[Bug Report] Gemma-2-2b-it output logit doesn't match with huggingface
Describe the bug The output logits from transformer_lens and huggingface are quite different using Gemma-2-2b-it model
Code example
import torch
import transformer_lens
from transformers import AutoTokenizer, AutoModelForCausalLM
device = 'cuda'
model_name = 'google/gemma-2-2b-it'
tl_model = transformer_lens.HookedTransformer.from_pretrained(model_name, device=device)
tokenizer = AutoTokenizer.from_pretrained(model_name)
hf_model = AutoModelForCausalLM.from_pretrained(model_name).to(device)
inputs = tokenizer('Hello world', return_tensors="pt").to(device)
logits_tl = tl_model(inputs.input_ids, return_type='logits', prepend_bos=False)
logits_hf = hf_model(**inputs).logits
print((logits_tl[0, -1] - logits_hf[0, -1]).mean()) # 0.1159
print((logits_hf[0, -1]).min(), (logits_hf[0, -1]).max()) # -19.6916 16.0789
System Info transformer_lens 2.3.0, transformers 4.43.2
Additional context The logit diff is quite large
Checklist
- [x] I have checked that there is no similar issue in the repo (required)

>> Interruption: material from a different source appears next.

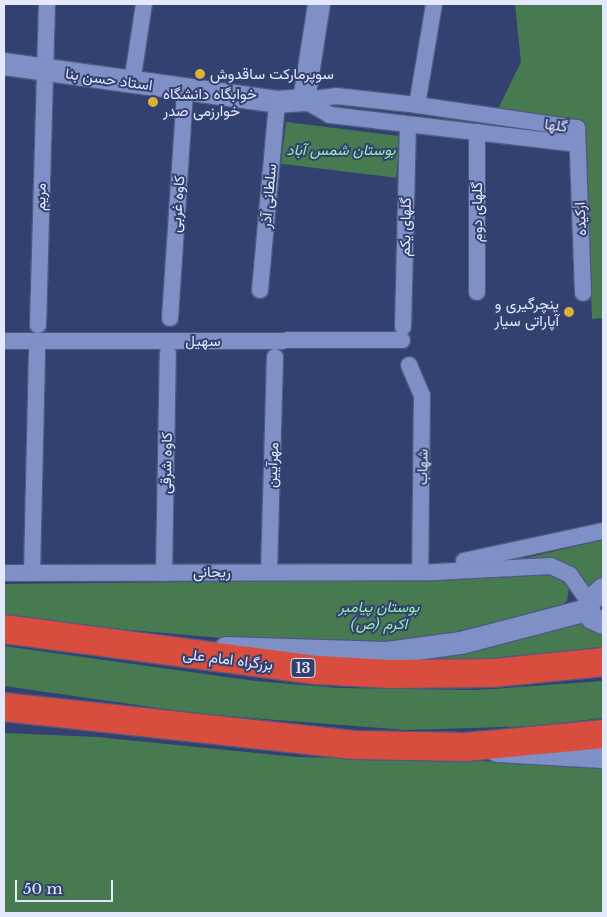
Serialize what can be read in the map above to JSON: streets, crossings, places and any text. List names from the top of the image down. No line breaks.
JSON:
{"streets":{"highway":["بزرگراه امام علی","13"],"main road":["استاد حسن بنا"],"street":["گلها","سلطانی آذر","مریم","کاوه غربی","گلهای دوم","ارکیده","گلهای یکم","سهیل","کاوه شرقی","مهرآیین","شهاب","ریحانی"]},"crossings":[["استاد حسن بنا","گلها"],["استاد حسن بنا","سلطانی آذر"],["استاد حسن بنا","مریم"],["استاد حسن بنا","کاوه غربی"],["گلها","گلهای دوم"],["گلها","ارکیده"],["گلها","گلهای یکم"],["گلهای یکم","سهیل"],["کاوه شرقی","ریحانی"],["مهرآیین","ریحانی"],["شهاب","ریحانی"]],"parks":["بوستان شمس آباد","بوستان پیامبر اکرم (ص)"],"places":["سوپرمارکت ساقدوش","خوابگاه دانشگاه خوارزمی صدر","پنچرگیری و آپاراتی سیار"],"scale_bar":"50 m"}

TransformerLens centers the unembedding, which translates every logit by a fixed amount per token (the shift can vary over token). Can you do this again for log probs? Or try from_pretrained_no_processing? There are known accuracy issues, but I want to rule out trivial causes
On Fri, 2 Aug 2024, 7:53 pm Yeu-Tong Lau, @.***> wrote:
Describe the bug The output logits from transformer_lens and huggingface are quite different using Gemma-2-2b-it model
Code example
import torchimport transformer_lensfrom transformers import AutoTokenizer, AutoModelForCausalLM device = 'cuda'model_name = 'google/gemma-2-2b-it'tl_model = transformer_lens.HookedTransformer.from_pretrained(model_name, device=device) tokenizer = AutoTokenizer.from_pretrained(model_name)hf_model = AutoModelForCausalLM.from_pretrained(model_name).to(device) inputs = tokenizer('Hello world', return_tensors="pt").to(device) logits_tl = tl_model(inputs.input_ids, return_type='logits', prepend_bos=False)logits_hf = hf_model(**inputs).logits print((logits_tl[0, -1] - logits_hf[0, -1]).mean()) # 0.1159print((logits_hf[0, -1]).min(), (logits_hf[0, -1]).max()) # -19.6916 16.0789
System Info transformer_lens 2.3.0, transformers 4.43.2
Additional context The logit diff is quite large Checklist
- I have checked that there is no similar issue https://github.com/TransformerLensOrg/TransformerLens/issues in the repo (required)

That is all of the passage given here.